On March 16, 2025, FL-based Air Pros Solutions LLC (“Air Pros” or the “company”) and 19 subsidiary affiliates (collectively with Air Pros, the “debtors”) filed chapter 11 bankruptcy cases in the suddenly sizzling 🔥 Northern District of Georgia (Judge Baisier).* The company is “…a professional home services provider offering a wide range of solutions for residential and commercial clients, specializing in HVAC (heating, ventilation, and air conditioning) installation, repair, maintenance, and air quality solutions…” operating in eight states after a string of footprint-expanding acquisitions over the past eight years.** Now, if you read that last sentence and caught yourself performing an epic eyeroll while lipping to yourself “another f*cking roll-up,” give yourself a cookie because that’s exactly what we’re dealing with here.
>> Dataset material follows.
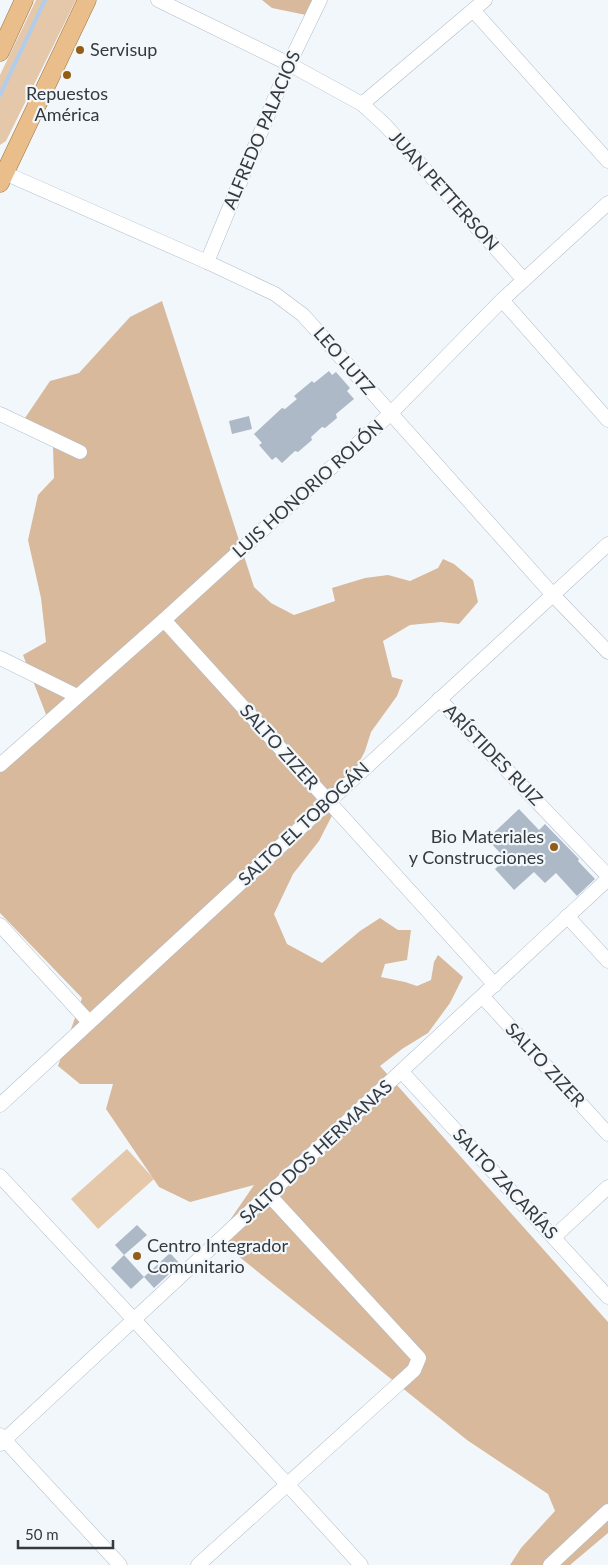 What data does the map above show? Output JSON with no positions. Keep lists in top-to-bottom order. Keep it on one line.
{"streets":{"street":["ALFREDO PALACIOS","JUAN PETTERSON","LEO LUTZ","LUIS HONORIO ROLÓN","SALTO ZIZER","ARÍSTIDES RUIZ","SALTO EL TOBOGÁN","SALTO DOS HERMANAS","SALTO ZACARÍAS"]},"crossings":[["ALFREDO PALACIOS","JUAN PETTERSON"],["ALFREDO PALACIOS","LEO LUTZ"],["JUAN PETTERSON","LUIS HONORIO ROLÓN"],["LEO LUTZ","LUIS HONORIO ROLÓN"],["LEO LUTZ","SALTO EL TOBOGÁN"],["LUIS HONORIO ROLÓN","SALTO ZIZER"],["SALTO ZIZER","SALTO EL TOBOGÁN"],["SALTO ZIZER","SALTO DOS HERMANAS"],["ARÍSTIDES RUIZ","SALTO EL TOBOGÁN"],["ARÍSTIDES RUIZ","SALTO DOS HERMANAS"],["SALTO DOS HERMANAS","SALTO ZACARÍAS"]],"places":["Servisup","Repuestos América","Bio Materiales y Construcciones","Centro Integrador Comunitario"],"scale_bar":"50 m"}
So synergies right? Isn’t that the basic premise behind roll-ups?

Oh. Our bad. We mean “efficiencies.” Anyway, generally, yes, whether its synergies or efficiencies, these pros failed to realize either. Per the first day declaration of Accordion Partners LLC’s (“Accordion”) Head of Turnaround & Restructuring and Senior Managing Director Andrew Hede:
“Since completing multiple acquisitions, the business has experienced a series of ongoing operational and integration challenges that have negatively impacted operations and financial performance. After acquiring several new business units in an approximately 15-month period, the Debtors have not been able to fully integrate its [sic] various business units. Many of the operating practices of the legacy Air Pros business have not been applied to acquired business units. Combined with other challenges, the businesses have underperformed. For example, each business unit has an individualized operating model, which leads to lack of controls, different operating philosophies and margins, and a lack of economies of scale.”
And of course there is the debt. Specifically there’s $250.4mm of pre-petition secured debt comprised of (i) a ~$196.9mm term loan, (ii) an initial ~$23.5mm revolving facility (which was subsequently upsized in November ‘24 by another $11mm) and (iii) an additional $2.5mm bridge loan funded the week before filing. Below that the debtors also owe general unsecured creditors ~$45mm (inclusive of $17.1mm in aggregate amount of contingent, unliquidated, and disputed obligations emanating out of the debtors’ various acquisitions). Mr. Hede wasn’t kind enough to provide us with pre-petition operational metrics but he does say that the debt was crushing — so much so that the debtors were unable to satisfy their obligations under the ‘22-placed credit facility and ultimately defaulted, leading to acceleration.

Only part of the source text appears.